Getting started
Architecture
Monorepo structure, services, data flow.
Monorepo layout
provara/
├── packages/
│ ├── gateway/ # Hono-based LLM proxy (port 4000)
│ │ └── src/
│ │ ├── auth/ # API tokens, OAuth, sessions, RBAC
│ │ ├── classifier/ # Task type + complexity heuristics
│ │ ├── routing/ # Adaptive routing engine + judge
│ │ ├── providers/ # Provider adapters
│ │ ├── routes/ # HTTP routes (spend, audit, team, billing, …)

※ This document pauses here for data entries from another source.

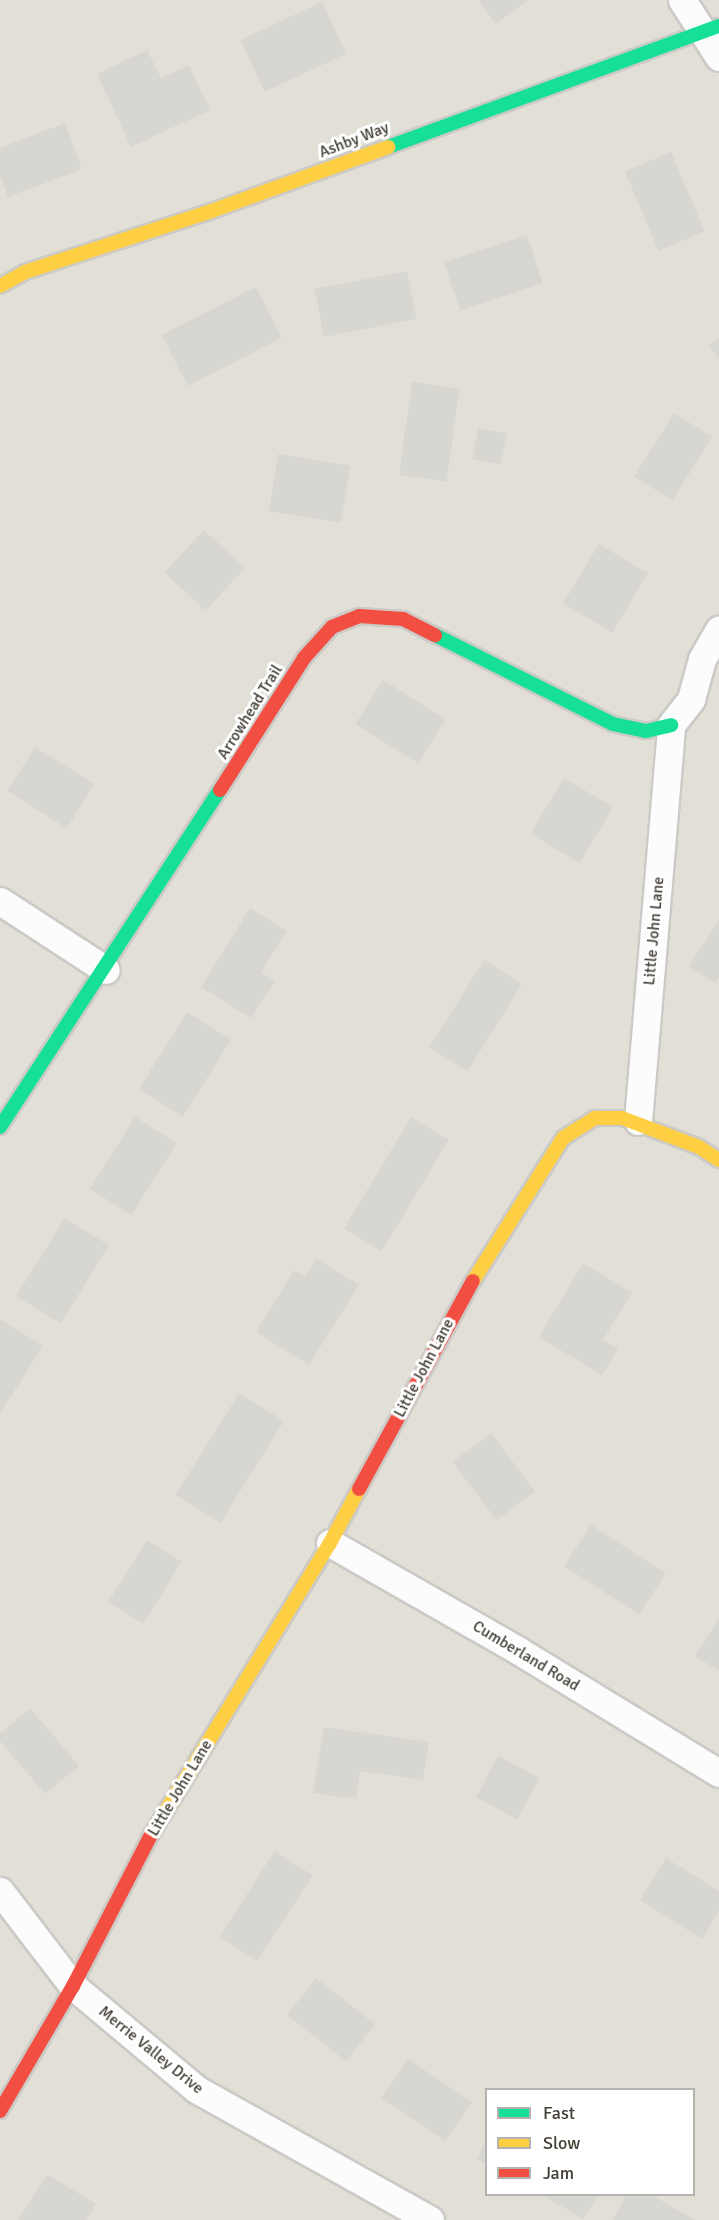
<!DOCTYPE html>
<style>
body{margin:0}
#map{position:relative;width:719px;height:2220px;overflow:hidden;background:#eeede8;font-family:Signika,sans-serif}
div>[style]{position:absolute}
.residential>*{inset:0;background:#e1dfd6}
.building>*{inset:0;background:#d7d6d1;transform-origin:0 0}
.roads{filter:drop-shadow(2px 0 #cccac6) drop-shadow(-2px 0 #cccac6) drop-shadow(0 2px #cccac6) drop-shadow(0 -2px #cccac6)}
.street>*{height:27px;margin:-13.5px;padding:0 13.5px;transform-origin:13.5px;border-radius:13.5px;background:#fcfcfc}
.fast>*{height:14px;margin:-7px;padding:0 7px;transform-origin:7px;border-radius:7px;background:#16e098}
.slow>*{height:14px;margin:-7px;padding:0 7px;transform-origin:7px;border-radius:7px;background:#ffcf43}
.jam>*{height:14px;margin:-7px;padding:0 7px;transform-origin:7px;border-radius:7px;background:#f24e42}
span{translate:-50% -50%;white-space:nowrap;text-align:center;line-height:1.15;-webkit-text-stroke:6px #fff;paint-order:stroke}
.street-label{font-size:16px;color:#423e35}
.legend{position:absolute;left:485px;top:2088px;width:210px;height:108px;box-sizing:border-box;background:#fff;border:2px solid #b3b2ae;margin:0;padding:8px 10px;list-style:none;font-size:18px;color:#423e35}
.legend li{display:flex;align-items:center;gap:12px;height:30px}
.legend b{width:30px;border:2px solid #b3b2ae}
</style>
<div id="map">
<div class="residential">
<i style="clip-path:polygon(evenodd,0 0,719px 0,719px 2220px,0 2220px,0 0,486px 2090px,694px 2090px,694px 2194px,486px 2194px,486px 2090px)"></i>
</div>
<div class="building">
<i style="clip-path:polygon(478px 0,528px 0,496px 24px)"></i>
<i style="left:322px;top:2px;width:57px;height:90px;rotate:65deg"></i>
<i style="clip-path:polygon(147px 50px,161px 78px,189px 65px,210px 110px,131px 147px,97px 74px)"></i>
<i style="clip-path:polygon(65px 123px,82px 169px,8px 197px,0 175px,0 148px)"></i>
<i style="left:671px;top:152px;width:86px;height:50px;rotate:67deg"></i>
<i style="left:527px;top:235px;width:51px;height:87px;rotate:72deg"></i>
<i style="left:407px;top:271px;width:49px;height:94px;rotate:79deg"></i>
<i style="left:256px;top:287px;width:57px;height:106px;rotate:63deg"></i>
<i style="clip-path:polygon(719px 338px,719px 359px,709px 345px)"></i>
<i style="left:412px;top:382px;width:48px;height:94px;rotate:8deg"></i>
<i style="left:674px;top:413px;width:45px;height:75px;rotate:32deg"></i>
<i style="left:478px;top:428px;width:29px;height:32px;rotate:10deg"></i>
<i style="left:278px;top:454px;width:73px;height:58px;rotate:9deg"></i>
<i style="left:204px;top:530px;width:56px;height:58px;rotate:43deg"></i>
<i style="left:599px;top:544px;width:57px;height:69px;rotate:31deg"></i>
<i style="left:383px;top:680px;width:74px;height:52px;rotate:32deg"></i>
<i style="left:35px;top:747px;width:70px;height:52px;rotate:32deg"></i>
<i style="left:564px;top:778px;width:57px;height:65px;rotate:31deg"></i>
<i style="clip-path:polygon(250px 908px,287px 931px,261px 972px,275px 981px,251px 1018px,201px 987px)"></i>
<i style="clip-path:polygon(719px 920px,719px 977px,715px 983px,689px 966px)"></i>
<i style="left:484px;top:960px;width:45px;height:103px;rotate:32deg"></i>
<i style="left:187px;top:1012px;width:52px;height:91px;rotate:32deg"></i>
<i style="left:135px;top:1117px;width:49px;height:85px;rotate:32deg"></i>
<i style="left:411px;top:1117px;width:44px;height:130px;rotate:31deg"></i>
<i style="left:65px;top:1218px;width:52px;height:92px;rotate:32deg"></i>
<i style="clip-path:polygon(317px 1259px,359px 1285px,309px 1365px,256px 1332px,294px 1270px,305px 1277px)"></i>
<i style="clip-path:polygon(583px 1263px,632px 1293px,603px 1340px,618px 1349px,602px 1375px,539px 1337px)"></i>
<i style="clip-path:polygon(2px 1320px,43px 1346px,0 1413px,0 1322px)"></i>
<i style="left:239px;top:1393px;width:53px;height:120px;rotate:32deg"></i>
<i style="left:491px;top:1433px;width:73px;height:48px;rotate:53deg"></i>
<i style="left:591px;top:1525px;width:89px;height:49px;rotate:33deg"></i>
<i style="left:147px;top:1540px;width:41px;height:73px;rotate:32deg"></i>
<i style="clip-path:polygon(719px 1618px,719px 1671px,695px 1656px)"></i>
<i style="clip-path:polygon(30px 1708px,79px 1766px,45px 1794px,0 1741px,0 1734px)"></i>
<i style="clip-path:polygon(324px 1727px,429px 1742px,423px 1780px,360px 1771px,356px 1799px,313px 1793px)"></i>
<i style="left:498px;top:1756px;width:47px;height:47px;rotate:28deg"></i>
<i style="left:275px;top:1851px;width:45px;height:102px;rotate:33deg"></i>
<i style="clip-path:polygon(666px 1858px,719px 1891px,719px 1911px,702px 1939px,640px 1900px)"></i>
<i style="left:316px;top:1978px;width:75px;height:47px;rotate:38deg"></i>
<i style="left:408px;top:2059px;width:77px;height:47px;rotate:34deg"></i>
<i style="clip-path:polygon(486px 2142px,486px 2164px,477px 2159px)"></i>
<i style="clip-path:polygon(47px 2174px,96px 2204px,86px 2220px,18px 2220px)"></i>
<i style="clip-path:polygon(540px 2194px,598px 2194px,584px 2219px)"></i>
<i style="clip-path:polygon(627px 2194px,650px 2194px,695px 2220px,613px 2220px)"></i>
</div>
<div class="roads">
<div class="street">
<i style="left:682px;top:0;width:68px;rotate:57deg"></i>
<i style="left:0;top:901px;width:126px;rotate:33.1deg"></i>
<i style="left:638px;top:1121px;width:397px;rotate:-85.2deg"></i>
<i style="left:671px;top:725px;width:33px;rotate:-52deg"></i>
<i style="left:691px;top:699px;width:41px;rotate:-74.6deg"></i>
<i style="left:702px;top:659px;width:34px;rotate:-60deg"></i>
<i style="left:330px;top:1543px;width:218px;rotate:29.7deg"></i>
<i style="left:519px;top:1651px;width:234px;rotate:31.4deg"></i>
<i style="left:0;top:1891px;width:120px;rotate:52.5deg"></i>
<i style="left:73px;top:1986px;width:160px;rotate:39.9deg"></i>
<i style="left:196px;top:2089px;width:268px;rotate:29.2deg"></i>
</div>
<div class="fast">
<i style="left:388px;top:147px;width:352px;rotate:-20.1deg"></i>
<i style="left:435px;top:635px;width:199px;rotate:26.6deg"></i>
<i style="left:613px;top:724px;width:34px;rotate:12deg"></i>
<i style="left:646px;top:731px;width:26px;rotate:-13deg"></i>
<i style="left:0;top:1127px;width:402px;rotate:-56.9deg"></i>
</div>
<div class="slow">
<i style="left:0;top:286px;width:29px;rotate:-29deg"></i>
<i style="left:25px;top:272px;width:190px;rotate:-18.1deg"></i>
<i style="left:206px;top:213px;width:194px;rotate:-19.9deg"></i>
<i style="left:473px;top:1281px;width:169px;rotate:-57.8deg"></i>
<i style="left:563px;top:1138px;width:38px;rotate:-32deg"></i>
<i style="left:595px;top:1118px;width:27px"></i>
<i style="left:622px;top:1118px;width:82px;rotate:20.6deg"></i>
<i style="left:699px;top:1147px;width:24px;rotate:33deg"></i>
<i style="left:151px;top:1835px;width:342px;rotate:-58.5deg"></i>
<i style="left:330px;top:1543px;width:61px;rotate:-61.8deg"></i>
</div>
<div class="jam">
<i style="left:220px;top:790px;width:156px;rotate:-57.5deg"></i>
<i style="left:304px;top:658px;width:42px;rotate:-47.9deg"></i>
<i style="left:332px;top:627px;width:29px;rotate:-22deg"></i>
<i style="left:359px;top:616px;width:44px;rotate:3.9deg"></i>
<i style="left:403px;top:619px;width:36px;rotate:27deg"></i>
<i style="left:359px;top:1489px;width:237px;rotate:-61.3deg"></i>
<i style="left:0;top:2111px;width:145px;rotate:-59.7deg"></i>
<i style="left:73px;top:1986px;width:170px;rotate:-62.7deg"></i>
</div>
</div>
<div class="street-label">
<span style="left:354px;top:140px;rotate:-21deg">Ashby Way</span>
<span style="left:250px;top:712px;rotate:-58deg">Arrowhead Trail</span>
<span style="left:654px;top:931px;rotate:-85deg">Little John Lane</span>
<span style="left:424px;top:1368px;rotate:-62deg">Little John Lane</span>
<span style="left:526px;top:1656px;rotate:31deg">Cumberland Road</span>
<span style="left:180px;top:1788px;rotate:-59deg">Little John Lane</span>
<span style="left:151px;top:2050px;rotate:39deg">Merrie Valley Drive</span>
</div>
<ul class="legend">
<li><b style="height:8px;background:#16e098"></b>Fast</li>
<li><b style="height:8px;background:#ffcf43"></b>Slow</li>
<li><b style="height:8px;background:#f24e42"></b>Jam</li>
</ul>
</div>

│ │ ├── middleware/ # Rate limiting, attribution
│ │ ├── billing/ # Usage metering, budgets, trajectory, drift
│ │ ├── scheduler/ # Background jobs
│ │ ├── audit/ # Emit + retention
│ │ ├── crypto/ # AES-256-GCM + rotation
│ │ ├── guardrails/ # PII, content, regex
│ │ ├── cache/ # Exact-match + semantic
│ │ └── email/ # Resend templates
│ └── db/ # Drizzle ORM + libSQL/SQLite
└── apps/
├── web/ # Next.js + Tailwind dashboard
└── docs/ # Fumadocs docs site (this)Service topology
- Gateway — single process, Hono, port 4000. Proxies chat completions, serves all admin/analytics APIs, runs the scheduler.
- Web — Next.js App Router, port 3000. Dashboard UI, OAuth flow, billing pages. Talks to the gateway over HTTP.

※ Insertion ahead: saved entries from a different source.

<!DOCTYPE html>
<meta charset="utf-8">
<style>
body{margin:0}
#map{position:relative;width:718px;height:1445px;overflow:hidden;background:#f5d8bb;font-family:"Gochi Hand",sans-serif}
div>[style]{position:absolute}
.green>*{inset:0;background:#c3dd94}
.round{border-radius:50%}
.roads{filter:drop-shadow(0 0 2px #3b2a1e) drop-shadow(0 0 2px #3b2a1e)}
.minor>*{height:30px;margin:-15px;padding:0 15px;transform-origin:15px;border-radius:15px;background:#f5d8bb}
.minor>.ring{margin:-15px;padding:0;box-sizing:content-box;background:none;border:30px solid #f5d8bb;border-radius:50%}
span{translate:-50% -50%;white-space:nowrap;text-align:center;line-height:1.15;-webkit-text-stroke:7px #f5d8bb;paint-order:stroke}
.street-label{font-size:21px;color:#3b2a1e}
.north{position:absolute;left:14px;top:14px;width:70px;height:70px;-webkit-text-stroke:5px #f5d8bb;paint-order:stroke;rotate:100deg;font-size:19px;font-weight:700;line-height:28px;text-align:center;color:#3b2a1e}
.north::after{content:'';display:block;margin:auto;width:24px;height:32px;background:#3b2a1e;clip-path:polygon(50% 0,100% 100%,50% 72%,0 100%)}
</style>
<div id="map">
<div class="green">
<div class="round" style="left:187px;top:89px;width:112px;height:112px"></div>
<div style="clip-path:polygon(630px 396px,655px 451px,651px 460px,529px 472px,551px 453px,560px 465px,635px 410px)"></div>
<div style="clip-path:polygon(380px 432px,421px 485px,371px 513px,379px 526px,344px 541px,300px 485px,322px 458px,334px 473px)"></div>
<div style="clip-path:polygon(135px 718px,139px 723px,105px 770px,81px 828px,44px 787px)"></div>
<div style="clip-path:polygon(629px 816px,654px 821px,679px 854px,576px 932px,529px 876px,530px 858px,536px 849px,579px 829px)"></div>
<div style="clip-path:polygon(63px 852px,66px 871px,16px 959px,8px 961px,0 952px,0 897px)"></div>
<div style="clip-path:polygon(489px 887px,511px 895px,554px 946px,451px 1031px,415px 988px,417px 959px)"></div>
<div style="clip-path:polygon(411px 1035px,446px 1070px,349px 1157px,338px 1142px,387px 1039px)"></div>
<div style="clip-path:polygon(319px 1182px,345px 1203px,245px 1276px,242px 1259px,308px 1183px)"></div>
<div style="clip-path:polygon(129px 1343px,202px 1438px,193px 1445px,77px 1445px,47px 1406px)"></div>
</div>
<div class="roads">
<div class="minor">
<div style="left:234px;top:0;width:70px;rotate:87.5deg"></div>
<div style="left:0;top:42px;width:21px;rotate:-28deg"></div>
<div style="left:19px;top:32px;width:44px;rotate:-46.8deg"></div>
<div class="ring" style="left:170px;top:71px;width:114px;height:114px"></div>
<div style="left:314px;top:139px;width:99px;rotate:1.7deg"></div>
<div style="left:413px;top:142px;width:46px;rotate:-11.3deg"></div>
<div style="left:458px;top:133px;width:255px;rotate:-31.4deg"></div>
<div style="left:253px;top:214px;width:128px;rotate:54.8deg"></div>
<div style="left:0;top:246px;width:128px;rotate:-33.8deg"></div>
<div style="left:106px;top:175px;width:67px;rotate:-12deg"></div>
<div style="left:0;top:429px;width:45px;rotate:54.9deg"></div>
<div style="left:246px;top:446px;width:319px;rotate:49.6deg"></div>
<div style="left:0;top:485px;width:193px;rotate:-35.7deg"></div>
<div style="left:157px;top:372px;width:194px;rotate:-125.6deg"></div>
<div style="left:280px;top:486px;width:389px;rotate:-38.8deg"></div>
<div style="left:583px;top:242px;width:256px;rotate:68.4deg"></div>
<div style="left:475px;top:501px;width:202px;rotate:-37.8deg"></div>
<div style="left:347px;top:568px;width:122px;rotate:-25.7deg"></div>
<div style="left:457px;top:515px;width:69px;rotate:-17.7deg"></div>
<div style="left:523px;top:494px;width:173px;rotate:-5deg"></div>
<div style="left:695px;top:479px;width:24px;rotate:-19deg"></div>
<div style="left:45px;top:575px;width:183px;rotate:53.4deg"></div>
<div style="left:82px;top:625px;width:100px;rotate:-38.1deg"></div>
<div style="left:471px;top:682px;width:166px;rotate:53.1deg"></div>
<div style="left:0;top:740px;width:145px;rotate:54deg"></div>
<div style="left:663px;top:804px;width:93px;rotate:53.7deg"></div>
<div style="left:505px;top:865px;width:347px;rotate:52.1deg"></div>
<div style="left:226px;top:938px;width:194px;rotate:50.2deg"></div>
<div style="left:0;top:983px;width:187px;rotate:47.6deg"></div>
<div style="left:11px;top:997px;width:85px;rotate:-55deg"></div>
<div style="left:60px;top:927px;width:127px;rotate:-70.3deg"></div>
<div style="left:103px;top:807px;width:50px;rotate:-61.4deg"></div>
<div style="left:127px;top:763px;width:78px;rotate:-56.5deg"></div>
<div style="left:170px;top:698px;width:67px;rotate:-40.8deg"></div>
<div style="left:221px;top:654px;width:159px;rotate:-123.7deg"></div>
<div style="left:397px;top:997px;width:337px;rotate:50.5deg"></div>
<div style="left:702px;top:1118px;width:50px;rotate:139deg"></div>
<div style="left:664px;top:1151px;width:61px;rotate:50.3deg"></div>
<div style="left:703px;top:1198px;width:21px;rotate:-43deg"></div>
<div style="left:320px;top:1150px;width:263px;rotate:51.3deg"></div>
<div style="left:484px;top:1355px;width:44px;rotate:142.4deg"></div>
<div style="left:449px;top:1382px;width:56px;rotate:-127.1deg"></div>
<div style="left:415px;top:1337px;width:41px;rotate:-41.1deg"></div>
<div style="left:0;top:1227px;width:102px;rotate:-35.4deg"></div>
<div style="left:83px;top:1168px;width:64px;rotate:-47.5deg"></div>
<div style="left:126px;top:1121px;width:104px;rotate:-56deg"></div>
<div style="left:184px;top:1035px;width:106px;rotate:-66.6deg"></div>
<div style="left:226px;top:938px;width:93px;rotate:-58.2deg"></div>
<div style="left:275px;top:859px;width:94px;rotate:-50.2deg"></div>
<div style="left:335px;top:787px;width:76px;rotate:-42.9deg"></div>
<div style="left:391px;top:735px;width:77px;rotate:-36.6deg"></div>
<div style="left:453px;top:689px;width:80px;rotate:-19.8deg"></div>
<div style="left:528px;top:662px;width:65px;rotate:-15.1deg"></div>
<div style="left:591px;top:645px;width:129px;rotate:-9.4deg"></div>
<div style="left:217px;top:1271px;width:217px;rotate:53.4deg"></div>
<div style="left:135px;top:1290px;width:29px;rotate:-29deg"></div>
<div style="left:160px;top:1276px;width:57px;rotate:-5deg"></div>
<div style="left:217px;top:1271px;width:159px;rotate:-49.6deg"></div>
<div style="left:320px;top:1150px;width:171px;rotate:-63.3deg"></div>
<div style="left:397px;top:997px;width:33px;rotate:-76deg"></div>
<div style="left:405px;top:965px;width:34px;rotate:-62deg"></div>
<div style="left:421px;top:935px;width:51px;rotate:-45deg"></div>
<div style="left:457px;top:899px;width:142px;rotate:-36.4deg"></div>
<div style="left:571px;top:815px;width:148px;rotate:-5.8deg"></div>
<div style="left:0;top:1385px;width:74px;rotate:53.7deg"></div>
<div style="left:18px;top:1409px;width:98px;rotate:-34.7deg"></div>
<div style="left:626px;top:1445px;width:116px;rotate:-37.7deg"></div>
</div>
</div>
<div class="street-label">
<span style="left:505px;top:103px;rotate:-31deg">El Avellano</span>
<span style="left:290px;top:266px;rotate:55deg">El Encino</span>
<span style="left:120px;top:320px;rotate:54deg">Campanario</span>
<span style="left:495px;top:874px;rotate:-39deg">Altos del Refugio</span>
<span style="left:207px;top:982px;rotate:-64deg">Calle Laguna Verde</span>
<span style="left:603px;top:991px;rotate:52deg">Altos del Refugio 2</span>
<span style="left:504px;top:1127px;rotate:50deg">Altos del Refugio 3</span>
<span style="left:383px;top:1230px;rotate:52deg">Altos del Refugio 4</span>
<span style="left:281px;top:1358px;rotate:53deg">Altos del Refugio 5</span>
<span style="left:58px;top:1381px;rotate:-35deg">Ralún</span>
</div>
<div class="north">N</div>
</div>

- Database — single libSQL / Turso DB. One schema, all state.
- External — Stripe (billing), Resend (email), OpenAI/Anthropic/etc. (upstream providers).
Request flow — chat completions
- Client sends
POST /v1/chat/completionswith a bearer token or session cookie - Rate limit middleware — per-IP DoS floor (default 200 rps) + per-token
apiTokens.rateLimit - Auth middleware — resolves the token/session, rejects 401 if invalid, 429 if rate-limit
- Quota middleware — Free-tier hard cutoff against
TIER_QUOTAS - Tenant middleware — populates tenant context
- Budget hard-stop — refuses 402 if
hard_stop=trueand monthly spend >= cap - Guardrails — PII / content / regex policies on input
- Classifier — task type + complexity heuristic
- Routing engine — adaptive EMA over
(task_type, complexity, provider, model)with ε-greedy exploration, A/B test precedence, fallback chain - Cache — exact match then semantic (cosine similarity) — early return on hit
- Provider call — upstream with streaming or non-streaming, fallback on error
- Persist —
requestsrow +cost_logsrow with attribution (user_id,api_token_id) - Judge sample — some responses get auto-scored by LLM-as-judge; feeds back into the EMA
- Response — OpenAI-compatible envelope with a
_provarameta block
Background jobs
Registered at gateway startup, all ride on a single setInterval-based scheduler:
auto-ab— spawns 50/50 tests on tied routing cellsreplay-bank-populate— captures representative historical prompts per cellreplay-execute— periodically replays against current model, flags regressions via judgecost-migration— nightly quality-gated model swapsusage-report— reports Pro/Team overage to Stripeaudit-retention— purges audit rows past per-tier windowbudget-alerts— emails threshold crossingsweight-snapshots— daily snapshot of tenant routing weights for drift analysis
Multi-replica is not currently supported — deploy a single replica for now. Horizontal scaling tracked as issue #50.